Real-world data (RWD) offers the possibility of providing important information to help inform regulatory decision-making. But turning this possibility into reality still depends on the quality and reliability of the data, say J&J’s Yumi Wakabayashi and Vicky Han in October 2023’s DIA Global Forum magazine. With appropriate efforts to ensure data quality, RWD can support regulatory decisions in Japan (and other countries/regions as well), note Wakabayashi and Han, adding that close collaboration between health authorities, study sponsors, and data owners is critical in better understanding and overcoming issues in making this possible.

 

Japan’s Ministry of Health, Labour and Welfare (MHLW) has provided two notifications to help sponsors ensure the reliability of RWD used in regulatory applications: Points to Consider for Ensuring the Reliability in Utilization of Registry Data for Applications (2021) and Points to Consider for Ensuring the Reliability of Post-marketing Database Study for Drugs (2018).

 

In September 2022, MHLW also released the administrative notice Questions and Answers (Q&A) on Points to Consider for Ensuring the Reliability in Utilization of Data from Registry or Medical Information Database in Applications for Marketing Approval and Re-examination for Drugs. It stated that if data quality management was not performed sufficiently by the registry/database provider for the data items that the applicant intended to use for a regulatory application, then these data can only be used for regulatory applications if the registry/database provider took additional actions to ensure that quality management of these data items was sufficient.

 

One example of using RWD in a study is to design a prospective trial for one group receiving treatment with the investigational drug and deriving the data for the treatment-naïve group or a group treated with an existing comparator from their historical (RWD) data.

 

In Japan, RWD means accumulated medical information obtained from routine medical practice.

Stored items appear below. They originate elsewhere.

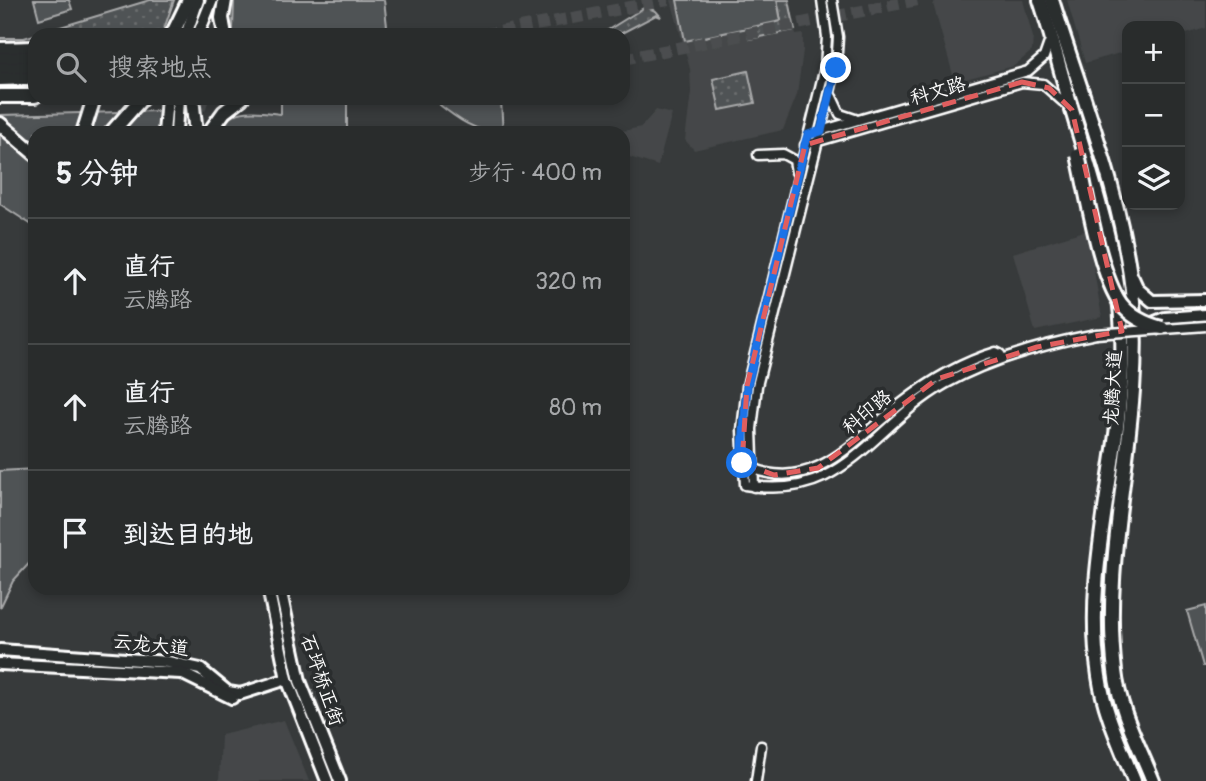 <!DOCTYPE html>
<html lang="zh">
<meta charset="utf-8">
<style>
body{margin:0;font-family:Pangolin,"LXGW WenKai TC",sans-serif;background:#313434;color:#f1f3f6}
.controls{position:absolute;right:21px;top:21px;display:grid;overflow:hidden;border-radius:14px;box-shadow:0 4px 10px #0003}
.controls button{width:63px;height:63px;display:grid;place-items:center;padding:0;border:0;border-bottom:2px solid #454848;background:#292c2c;color:#f1f3f6;font:35px sans-serif}
.stop{position:absolute;width:21px;height:21px;margin:-16px;border:5px solid #1a73e8;border-radius:50%;background:#fff}
.stop.end{background:#1a73e8;border-color:#fff;box-shadow:0 2px 7px #0008}
.list{margin:0;padding:0;list-style:none}
h2{display:flex;justify-content:space-between;align-items:center;height:91px;margin:0;padding:0 28px;font-size:30px}
h2 small{font-size:23px;font-weight:400;color:#a5a7a9}
.list li{display:grid;grid-template-columns:46px 1fr auto;gap:21px;align-items:center;box-sizing:border-box;height:126px;padding:0 28px;border-top:2px solid #454848}
.list b{display:block;font-size:26px;white-space:nowrap}
.list p{margin:0;font-size:23px;white-space:nowrap;color:#a5a7a9}
.list em{font-size:23px;font-style:normal;color:#a5a7a9}
.icon{flex:none;width:38px;height:38px;fill:none;stroke:currentColor;stroke-width:2;stroke-linecap:round;stroke-linejoin:round}
.map{position:relative;flex:none;width:1206px;height:781px;overflow:hidden}
.search{position:absolute;background:#292c2c;box-shadow:0 4px 10px #0003;left:28px;top:28px;width:602px;height:77px;display:flex;align-items:center;gap:18px;box-sizing:border-box;padding:0 24px;border-radius:21px;color:#a5a7a9;font-size:26px}
.panel{position:absolute;background:#292c2c;box-shadow:0 4px 10px #0003;left:28px;top:126px;width:602px;height:469px;border-radius:21px}
.map>svg:first-child{display:block}
.built{fill:#444748}
.grass{fill:url(#grass-dots);stroke:#a8a9aa;stroke-width:2}
.park{fill:#505354;stroke:#a8a9aa;stroke-width:2}
.lines{fill:none;stroke-linecap:round;stroke-linejoin:round}
.highway-tunnel{stroke:#4b4e4f;stroke-width:12;stroke-dasharray:12 6;stroke-linecap:butt}
.minor-casing{stroke:#fff;stroke-width:13}
.major-casing{stroke:#fff;stroke-width:16}
.highway-casing{stroke:#fff;stroke-width:18}
.minor{stroke:#2a2d2e;stroke-width:8}
.major{stroke:#2a2d2e;stroke-width:10}
.highway{stroke:#2a2d2e;stroke-width:12}
.minor-bridge-casing{stroke:#fff;stroke-width:13;stroke-linecap:butt}
.highway-bridge-casing{stroke:#fff;stroke-width:18;stroke-linecap:butt}
.minor-bridge{stroke:#2a2d2e;stroke-width:8}
.highway-bridge{stroke:#2a2d2e;stroke-width:12}
.route{stroke:#1a73e8;stroke-width:9}
.marked{fill:none;stroke:#e05e5e;stroke-width:5;stroke-dasharray:14 9;stroke-linejoin:round}
.labels{text-anchor:middle;dominant-baseline:central;stroke-width:7;stroke-linejoin:round;paint-order:stroke}
.street-label{font-size:19px;fill:#fff;stroke:#2a2d2e}
</style>
<div class="map">
<svg width="1206" height="781" viewBox="0 0 1206 781">
<defs>
<pattern id="grass-dots" width="8" height="8" patternUnits="userSpaceOnUse" patternTransform="scale(1.75)"><rect width="8" height="8" fill="#505354"/><path d="M2 2h.1M6 6h.1" fill="none" stroke="#6a6d6e" stroke-width="1.8" stroke-linecap="round"/></pattern>
</defs>
<rect width="100%" height="100%" fill="#373a3b"/>
<filter id="ink" filterUnits="userSpaceOnUse"><feTurbulence type="fractalNoise" baseFrequency=".0143" numOctaves="2"/><feDisplacementMap in="SourceGraphic" scale="14" xChannelSelector="R" yChannelSelector="G"/><feConvolveMatrix kernelMatrix="1 2 1 2 8 2 1 2 1" color-interpolation-filters="sRGB"/></filter>
<g filter="url(#ink)">
<g class="built">
<path d="M671,0H789L796,35L803,34V51L797,95L783,130L694,150L685,140L691,92L690,69Z"/>
<path d="M936,0H1023L1033,37L1032,51L1014,66L955,82L933,4Z"/>
<path d="M1067,0H1206V28L1180,36V26H1127V51L1085,63Z"/>
<path d="M656,110L672,114L658,166L623,155V133H614L641,127Z"/>
<path d="M1087,230L1102,317L1035,331L1013,253Z"/>
<path d="M284,720L309,781H219L221,735Z"/>
</g>
<g class="grass">
<path d="M150,0H174L163,32L152,35H35V44H0V38H24Z"/>
<path d="M777,0H789L795,30L749,39L747,28L781,21Z"/>
<path d="M645,7L656,11L661,17L656,15L618,35H600Z"/>
<path d="M748,71L755,103L720,110L713,79Z"/>
</g>
<g class="park">
<path d="M34,0H69L72,9L39,19Z"/>
<path d="M234,0H384L388,35H231L229,31L233,29Z"/>
<path d="M677,0H777L781,21L685,41Z"/>
<path d="M281,98H347V133H218C231,105 256,111 281,114Z"/>
<path d="M431,98H509L501,101L503,133C473,133 454,116 431,98Z"/>
<path d="M160,111V133H35V227L0,204V115Z"/>
<path d="M35,469V557L13,581L0,608V471Z"/>
<path d="M1206,606V666H1203L1187,611Z"/>
</g>
<g class="lines">
<g class="highway-tunnel">
<path d="M483,35L668,0"/>
<path d="M623,59L917,0"/>
<path d="M194,126L203,98"/>
</g>
<g class="minor-casing">
<g id="minor">
<path d="M822,0L827,37L825,67L747,386L742,430L745,485C845,503 870,427 945,384C992,358 1044,344 1096,334"/>
<path d="M832,97L840,114L855,119"/>
<path d="M820,131L1028,71L1044,57L1050,40"/>
<path d="M805,145L1022,82L1043,84L1068,106"/>
<path d="M758,155L783,154L794,160L796,172"/>
<path d="M750,467C813,496 857,437 902,403C930,381 962,362 996,352L1000,354L994,361"/>
<path d="M754,487L752,429L757,386L836,68L838,37L832,0"/>
<path d="M756,781L761,746"/>
</g>
</g>
<g class="major-casing">
<g id="major">
<path d="M186,35L198,0"/>
<path d="M198,35L212,0"/>
<path d="M164,133L167,98"/>
<path d="M176,133L178,98"/>
<path d="M1133,278L1138,289L1152,301L1206,300"/>
<path d="M1143,327L1165,318L1206,315"/>
<path d="M268,588L287,679L327,781"/>
<path d="M280,588L300,681L340,781"/>
<path d="M0,650L168,662L200,669L228,692L240,694L287,679"/>
<path d="M0,664L181,673L232,698"/>
</g>
</g>
<g class="highway-casing">
<g id="highway">
<path d="M225,0L222,18L225,35"/>
<path d="M1040,0C1053,39 1062,78 1074,117C1095,188 1119,259 1122,333C1127,448 1081,561 1099,676C1104,712 1121,747 1134,781"/>
<path d="M1052,0C1082,98 1124,199 1133,301C1144,425 1100,548 1115,671C1119,709 1139,746 1153,781"/>
<path d="M172,35L189,0"/>
<path d="M0,49L35,48"/>
<path d="M0,59L35,57"/>
<path d="M0,69L35,67"/>
<path d="M0,79L35,78"/>
<path d="M0,96H35"/>
<path d="M192,98L196,133"/>
<path d="M0,124L35,154"/>
<path d="M83,133L94,98"/>
<path d="M111,133L142,98"/>
<path d="M209,133L224,112L242,98"/>
</g>
</g>
<use href="#minor" class="minor"/>
<use href="#major" class="major"/>
<use href="#highway" class="highway"/>
<g class="minor-bridge-casing">
<path id="minor-bridge" d="M1096,334L1206,326"/>
</g>
<g class="highway-bridge-casing">
<path id="highway-bridge" d="M1078,155C1087,194 1099,274 1121,304C1132,318 1146,324 1162,328"/>
</g>
<use href="#minor-bridge" class="minor-bridge"/>
<use href="#highway-bridge" class="highway-bridge"/>
</g>
</g>
<g class="lines" filter="url(#ink)">
<path class="route" d="M742,463L747,386L805,145L808,135L821,131L836,68"/>
</g>
<path class="marked" d="M1022,82L1049,88L1072,110L1122,331L1037,347L937,379L818,468L774,475L742,463L747,386L805,145Z"/>
<g class="labels">
<g class="street-label">
<text transform="translate(938 91) rotate(-16)">科文路</text>
<text transform="translate(1113 388) rotate(-87)">龙腾大道</text>
<text transform="translate(867 412) rotate(-40)">科印路</text>
<text transform="translate(151 645) rotate(6)">云龙大道</text>
<text transform="translate(322 680) rotate(71)">石坪桥正街</text>
</g>
</g>
</svg>
<div class="controls">
<button>+</button>
<button>−</button>
<button><svg class="icon" aria-label="layers" viewBox="0 0 24 24"><path d="M12 4l9 5-9 5-9-5zM3 14l9 5 9-5"/></svg></button>
</div>
<div class="stop" style="left:742px;top:463px"></div>
<div class="stop end" style="left:836px;top:68px"></div>
<div class="search"><svg class="icon" aria-label="search" viewBox="0 0 24 24"><circle cx="10" cy="10" r="6"/><path d="M15 15l6 6"/></svg>搜索地点</div>
<section class="panel">
<h2>5 分钟<small>步行 · 400 m</small></h2>
<ul class="list">
<li><svg class="icon" aria-label="ahead" viewBox="0 0 24 24"><path d="M12 20V5M6 11l6-6 6 6"/></svg><div><b>直行</b><p>云腾路</p></div><em>320 m</em></li>
<li><svg class="icon" aria-label="ahead" viewBox="0 0 24 24"><path d="M12 20V5M6 11l6-6 6 6"/></svg><div><b>直行</b><p>云腾路</p></div><em>80 m</em></li>
<li><svg class="icon" aria-label="arrive" viewBox="0 0 24 24"><path d="M6 21V4h12l-3 4 3 4H6"/></svg><div><b>到达目的地</b></div></li>
</ul>
</section>
</div>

Medical information including patient records, laboratory test values, image data, prescription information, etc., are collected and stored either electronically or on paper at medical institutions. Since universal health insurance is established as a social insurance system, medical expenses are almost always covered by the government and the social insurance medical fee payment fund in Japan. For the government’s payment, the National Health Insurance Medical Fee Review Committee commissioned in each prefecture confirms the medical treatment and/or medications to determine appropriate reimbursement for them. This Review Committee only determines the appropriateness of the insurance coverage in question. Unless the Review Committee has specific questions about it, they do not ask medical practitioners to verify the data. Therefore, medical information is unlikely to be corrected even if it has obvious inconsistencies. Database providers often prepare their databases by pooling medical information and health insurance claims data from medical institutions that include these inconsistencies. This is a primary reason why the need to ensure data quality and reliability of RWD is so urgent in Japan.

 

From a different perspective, the US does not have a universal health insurance system. Except for the elderly and low-income patients who are insured by the government (Medicare and Medicaid programs, respectively), individuals receive insurance coverage through their employers or by purchasing insurance plans from private health insurance companies. These insurers require specific medical practice and treatment information when managing, reimbursing, and providing their coverage. Thus, as a result, in the US, RWD collected by private health insurance companies are likely to be more standardized and feature fewer inconsistencies.